Joyrex posted the public launch thread on 24 May, giving the site the WATMM banner that turned it from “something xf is working on” into “the WATMM voting site”:
Yep rdj has seen it and gave positive feedback. This will probably run for some time (likely many months) as he knows it’ll take time for people to properly ingest all the tracks (people can go off tracks, change their mind etc), and I’m hoping dearly we see many more. I’ll host this thing for years if I need to.
(That line was more of a commitment than I realised at the time. The original VPS ran continuously from launch day to 2024, and the dataset this archive is built on is everything that site logged in those nine years.)

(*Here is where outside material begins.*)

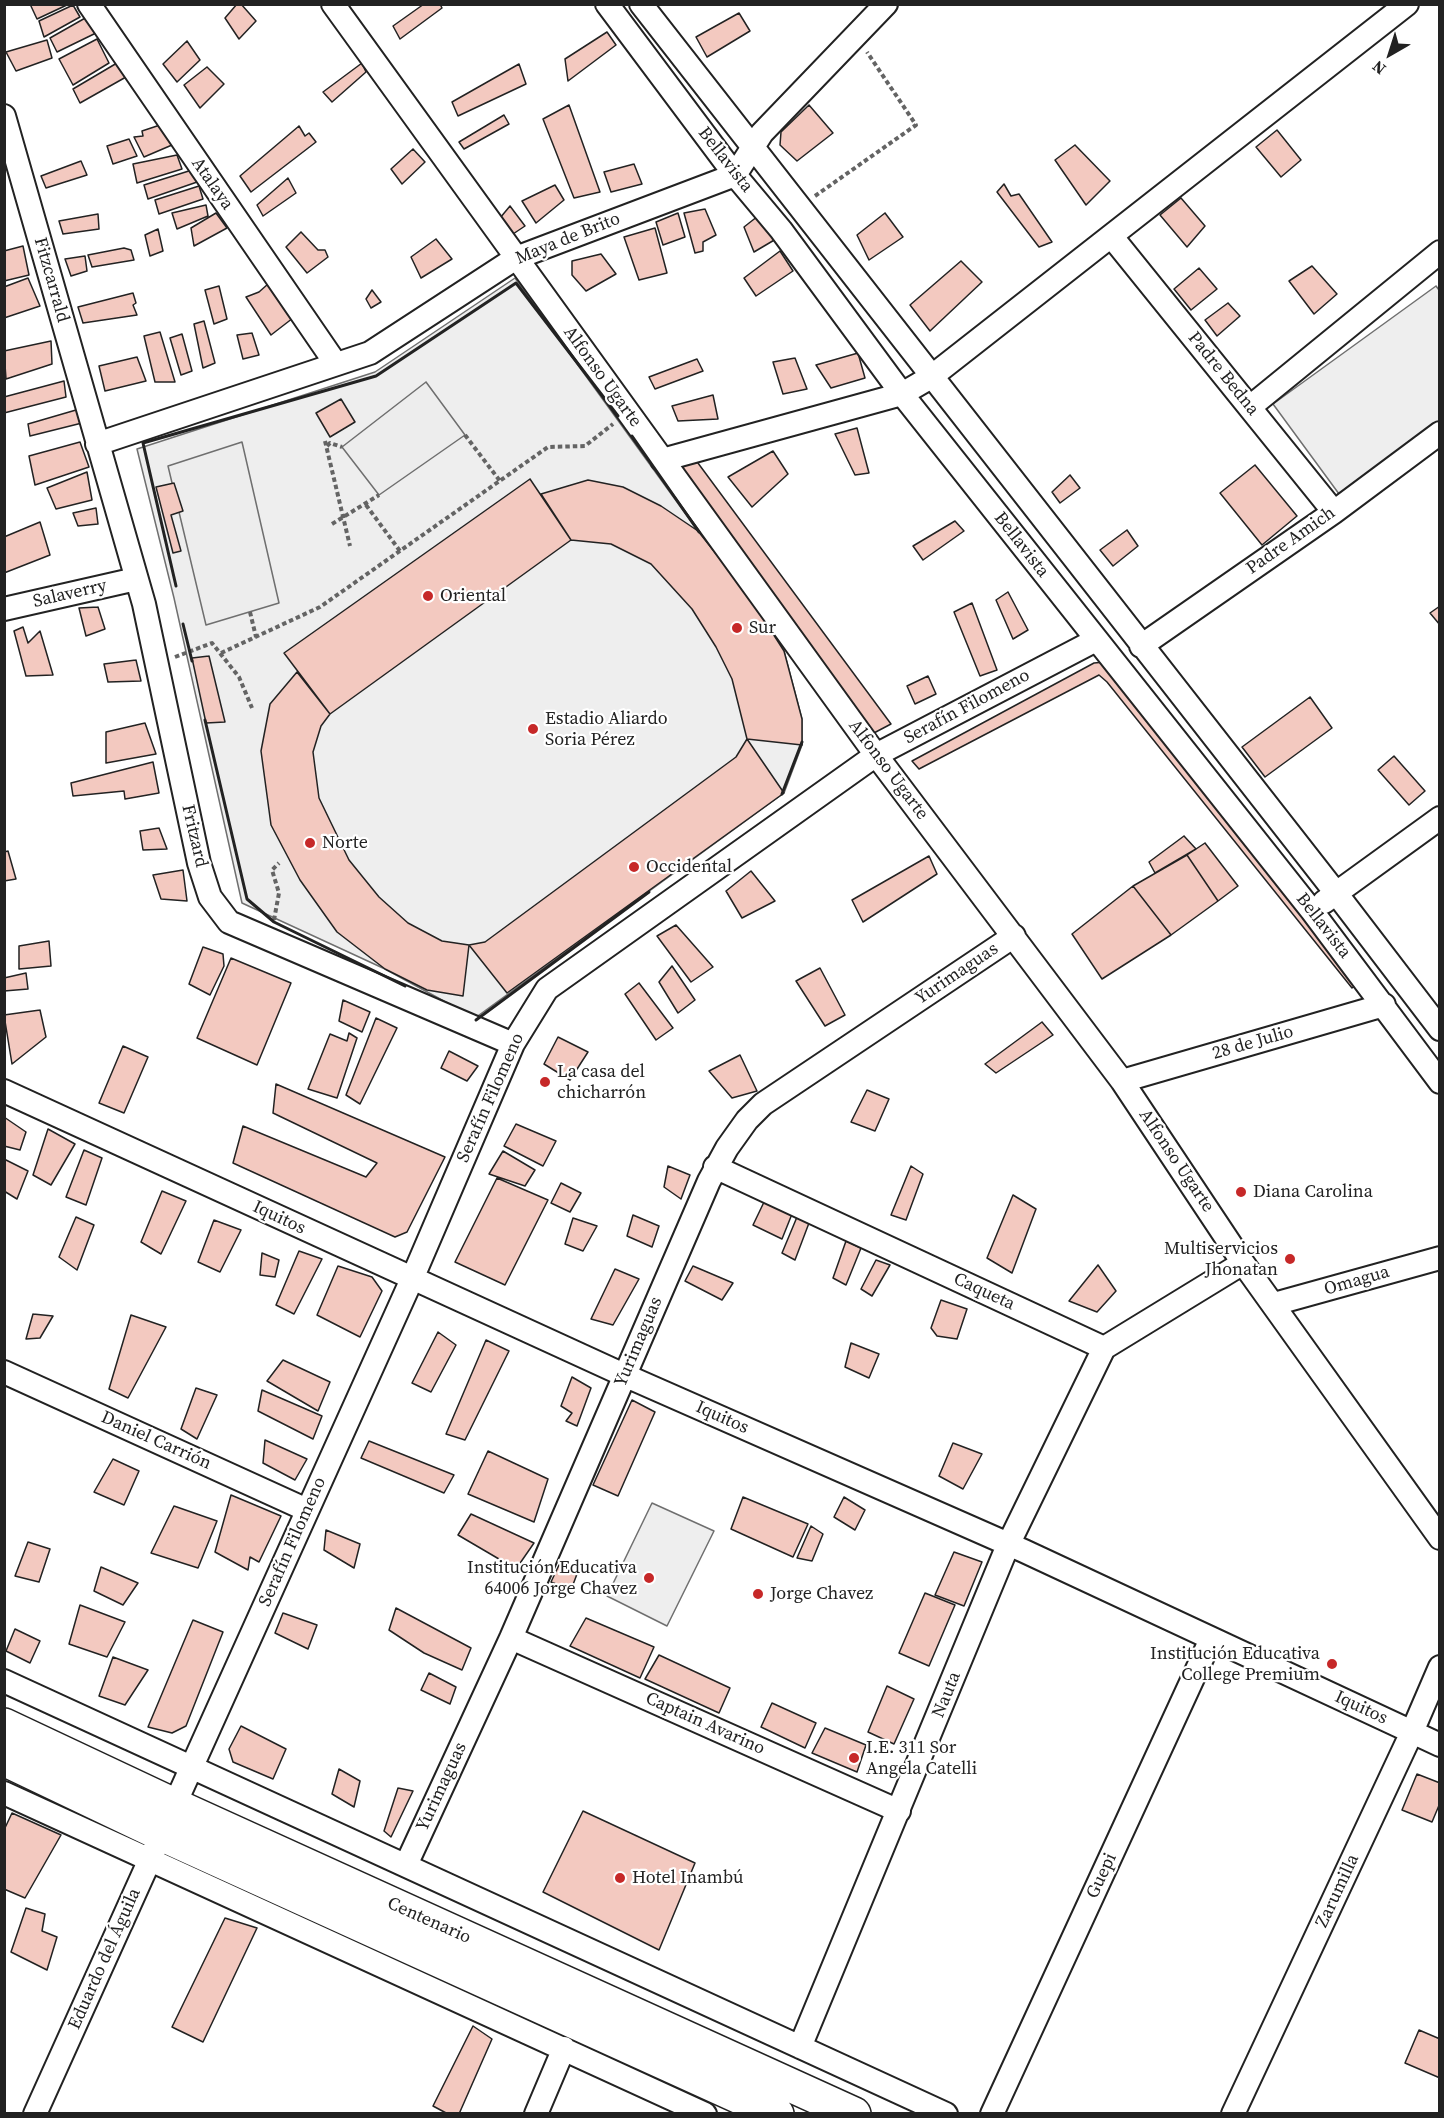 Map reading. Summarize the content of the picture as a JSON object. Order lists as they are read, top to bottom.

The thread got excited, overthought the rules immediately, started tactical-voting, and posted design feedback that got rolled into the live site over the next day or two:
fantastic ! thanks XF you’re the man !
I was thinking about tactically voting, obv there are the ones like Organ and Ibiza Spliff that everyone will go for, they are amongst my favourites too but I feel that everyone will pick them and some of the other great tracks won’t get represented so much…

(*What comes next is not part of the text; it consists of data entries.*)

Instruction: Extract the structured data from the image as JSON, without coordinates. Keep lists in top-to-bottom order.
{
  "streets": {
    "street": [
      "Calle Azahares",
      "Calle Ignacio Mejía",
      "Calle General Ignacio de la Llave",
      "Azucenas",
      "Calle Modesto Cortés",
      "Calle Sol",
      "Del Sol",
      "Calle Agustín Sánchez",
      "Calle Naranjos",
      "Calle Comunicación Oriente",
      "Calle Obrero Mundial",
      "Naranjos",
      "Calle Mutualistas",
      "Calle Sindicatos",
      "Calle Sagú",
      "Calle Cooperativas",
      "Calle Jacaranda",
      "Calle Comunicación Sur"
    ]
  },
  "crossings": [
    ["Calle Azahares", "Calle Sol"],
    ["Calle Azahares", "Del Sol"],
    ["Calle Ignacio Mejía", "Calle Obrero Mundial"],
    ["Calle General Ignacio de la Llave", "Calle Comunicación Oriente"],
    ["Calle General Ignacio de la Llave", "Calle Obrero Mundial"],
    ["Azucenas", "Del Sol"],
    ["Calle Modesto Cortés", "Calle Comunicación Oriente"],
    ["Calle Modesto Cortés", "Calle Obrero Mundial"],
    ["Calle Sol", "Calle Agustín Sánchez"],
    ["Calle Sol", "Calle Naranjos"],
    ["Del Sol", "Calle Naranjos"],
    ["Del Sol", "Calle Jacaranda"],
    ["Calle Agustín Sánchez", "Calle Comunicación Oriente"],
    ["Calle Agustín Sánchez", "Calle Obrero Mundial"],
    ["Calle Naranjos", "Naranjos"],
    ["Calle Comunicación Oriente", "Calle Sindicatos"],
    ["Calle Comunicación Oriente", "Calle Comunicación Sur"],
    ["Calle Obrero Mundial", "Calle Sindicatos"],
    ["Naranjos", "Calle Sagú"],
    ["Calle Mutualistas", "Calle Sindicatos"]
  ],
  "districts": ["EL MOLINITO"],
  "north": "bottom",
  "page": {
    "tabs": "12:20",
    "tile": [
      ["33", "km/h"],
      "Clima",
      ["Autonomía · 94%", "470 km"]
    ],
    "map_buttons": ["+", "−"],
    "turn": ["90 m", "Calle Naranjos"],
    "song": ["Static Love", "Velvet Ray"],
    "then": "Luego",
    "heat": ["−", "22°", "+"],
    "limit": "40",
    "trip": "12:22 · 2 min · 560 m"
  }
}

btw xf i like the minimalistic design of the page and the font choice, nice :-)!
Richard had seen the staging URL before chatmm did. I’d sent it to him for sign-off, he registered a real account (the Django auth_user table has it at 2015-05-23 17:28:01 UTC, the second account on the system after mine), clicked through the voting flow, and gave the OK. What shipped at launch was the public vote only, top-20 rather than top-30.
28 organ
The track that won, comfortably, across four years of voting on a catalogue that stopped growing in December 2015:
2,041 top-30 votes, 120 loveds, 18 not-loveds, ahead of 14 Cornish Spreek5b in second place by a margin that grew rather than shrank. Popularity curve over time, top two:
Public and hidden votes agreed on this one, which is the case the starring system was meant to surface.
The hidden polls and the rename from “stars” to “loved” and “don’t-likes” to “can’t get into” went live on 5 July, in the same release that introduced multi-poll support and the ability for a poll’s results to stay private to Richard and me (the live FAQ at the time confirmed it publicly: “the ‘results page’ user18081971 will see is different to what the public sees”).